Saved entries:
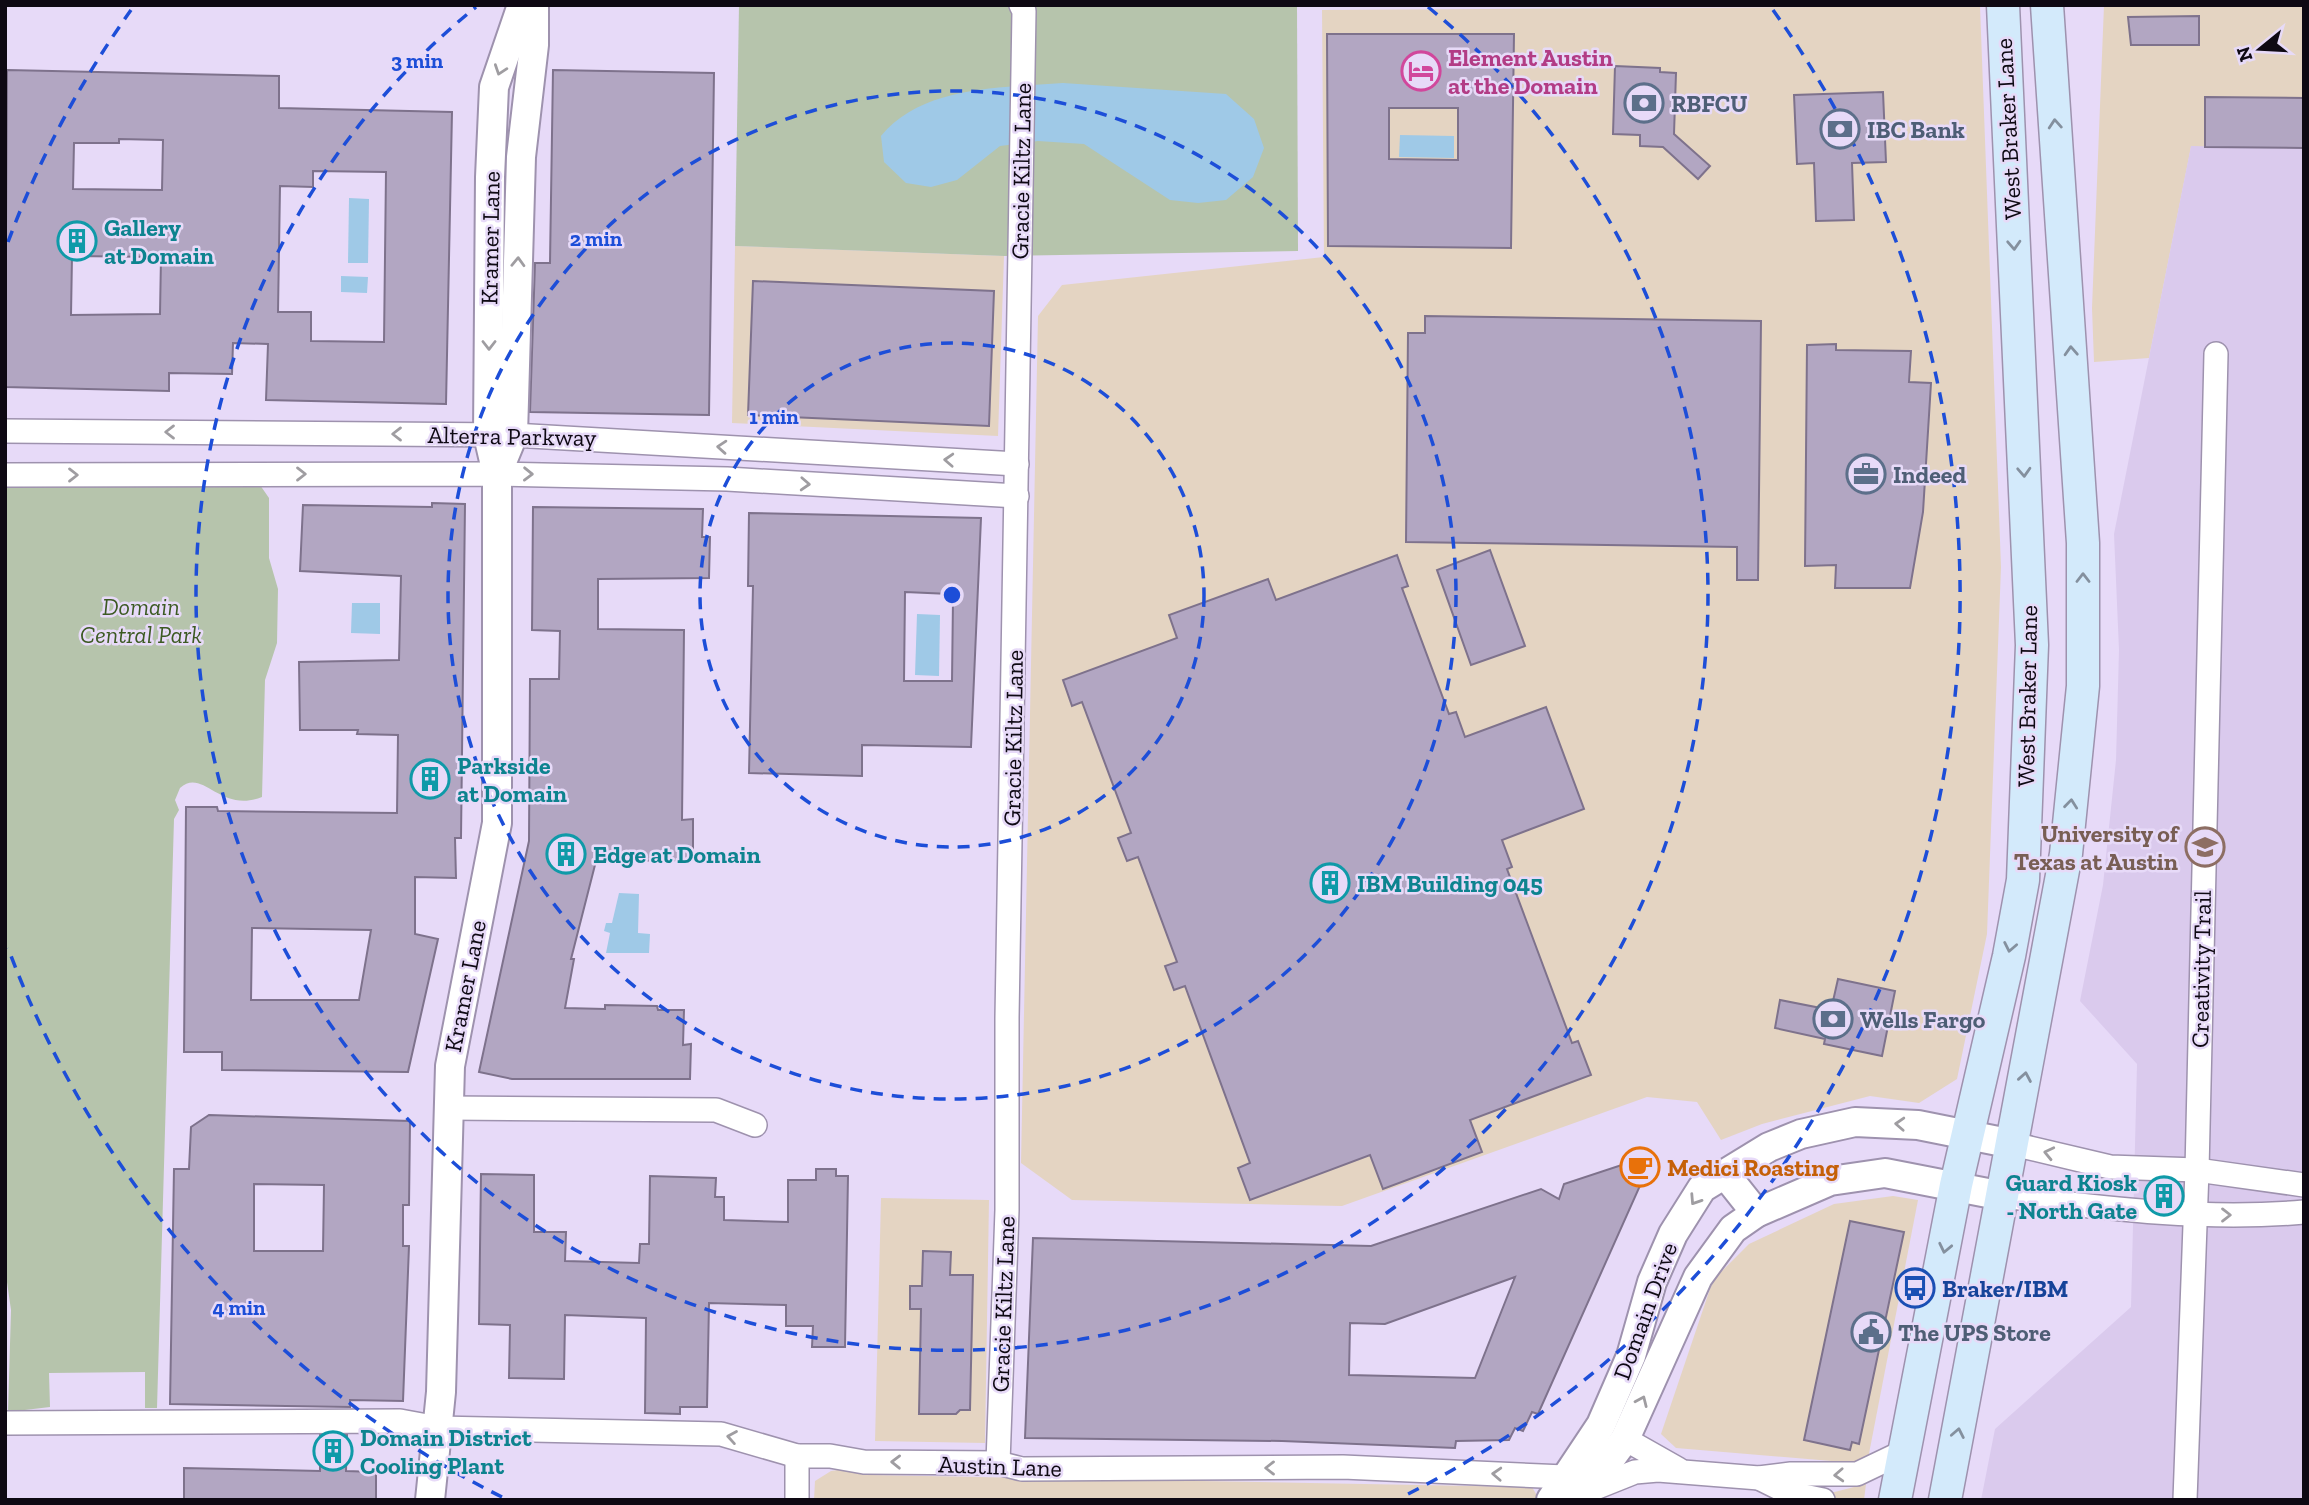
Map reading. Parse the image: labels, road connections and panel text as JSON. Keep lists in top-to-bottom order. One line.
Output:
{"streets":{"main road":["West Braker Lane"],"street":["Gracie Kiltz Lane","Kramer Lane","Alterra Parkway","Creativity Trail","Domain Drive","Austin Lane"]},"crossings":[["West Braker Lane","Domain Drive"],["Gracie Kiltz Lane","Alterra Parkway"],["Gracie Kiltz Lane","Austin Lane"],["Kramer Lane","Alterra Parkway"],["Kramer Lane","Austin Lane"],["Domain Drive","Austin Lane"]],"one_way":["Austin Lane"],"parks":["Domain Central Park"],"places":{"hotel":["Element Austin at the Domain"],"bank":["RBFCU","IBC Bank","Wells Fargo"],"building":["Gallery at Domain","Parkside at Domain","Edge at Domain","IBM Building 045","Guard Kiosk - North Gate","Domain District Cooling Plant"],"office":["Indeed"],"school or university":["University of Texas at Austin"],"cafe":["Medici Roasting"],"bus stop":["Braker/IBM"],"public building":["The UPS Store"]},"north":"left","rings":["3 min","2 min","1 min","4 min"]}
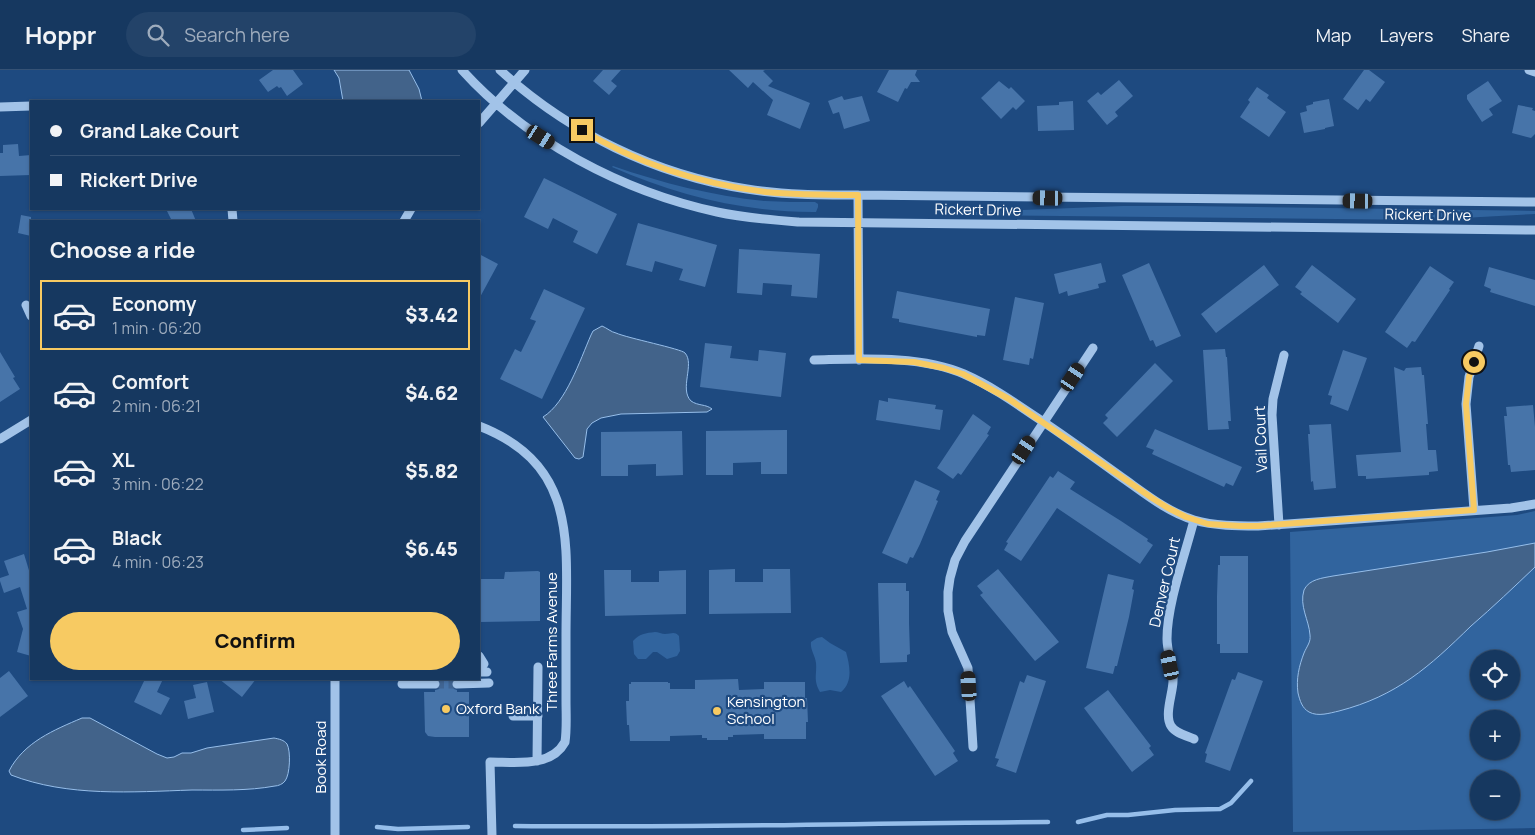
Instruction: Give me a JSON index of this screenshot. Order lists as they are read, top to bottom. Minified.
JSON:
{"streets":{"street":["Rickert Drive","Vail Court","Denver Court","Three Farms Avenue","Book Road"]},"places":["Oxford Bank","Kensington School"],"page":{"header":"Hoppr","search":"Search here","nav":["Map","Layers","Share"],"banner":["Grand Lake Court","Rickert Drive"],"heading":"Choose a ride","list":[{"name":"Economy","note":"1 min · 06:20","value":"$3.42"},{"name":"Comfort","note":"2 min · 06:21","value":"$4.62"},{"name":"XL","note":"3 min · 06:22","value":"$5.82"},{"name":"Black","note":"4 min · 06:23","value":"$6.45"}],"buttons":"Confirm","map_buttons":["+","−"]}}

PROMPT –
Say how many lines in the entries contain the string "lists". Nothing else belongs in the reply.

TASK SOLUTION –
2